More than any of the other candidates (until Rob Ford’s entry into the race), George Smitherman has been all about the bully in the bully pulpit of the mayor’s office, stirring up anti-incumbent fervor. As a campaign strategy, that may work at the provincial or federal levels where races last little than a month. It’s a discordant tune, however, that begins to grate over the course of three seasons. Eventually, even your most diehard supporters want to plug their ears to block out the unpleasant sound.

Maybe this is one of the reasons reactionary, anti-government platforms haven’t been a wholly successful strategy at the municipal level, weighted down as they are by the unbearable mass of negative energy. Whispers have emerged around Jeff Bangs departure about a possible ideological divide within the Smitherman team. It is a group tilted heavy to the right with Mike Harris/provincial Tory flaks including bag man supreme, fundraiser Ralph Lean Q.C. Perhaps whatever centrist-left wing instincts candidate Smitherman still possesses have awoken and are attempting to flex their atrophied muscles, creating some internal strain within the group.

From an actual progressive P.O.V., however, the differences between a Dalton McGuinty Liberal and the neo-con Conservatives are significantly less than the Liberals would like us to think.

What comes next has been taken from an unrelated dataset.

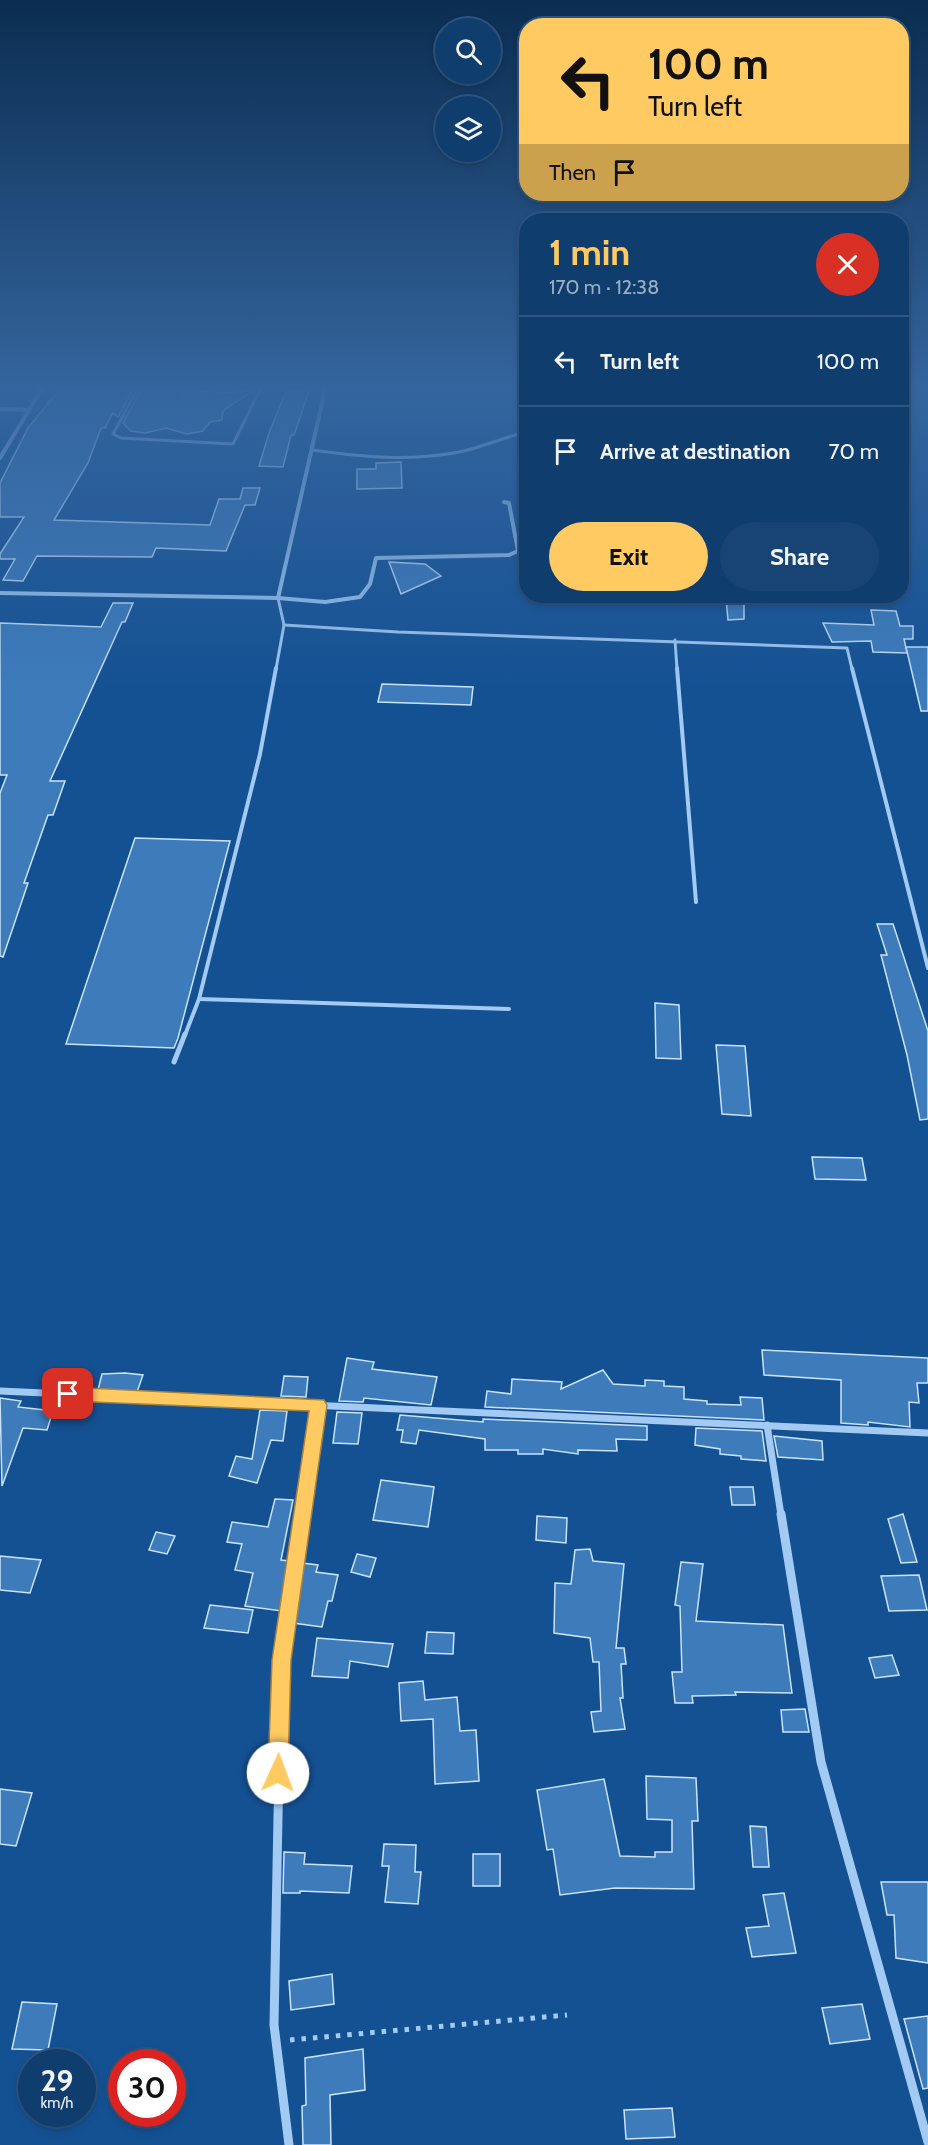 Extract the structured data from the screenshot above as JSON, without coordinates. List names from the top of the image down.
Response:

No George, if you want to be mayor, you’re going to have to start telling us why. You can bluster and intimidate until the cows come home, re-arrange the deck chairs on the S.S. Smitherman all you want but, ultimately, you have to inspire us. Give us a reason to vote for you and not just against your opponents. Orchestrate an inspiring score and then maybe you’ll have everyone singing from the same songbook.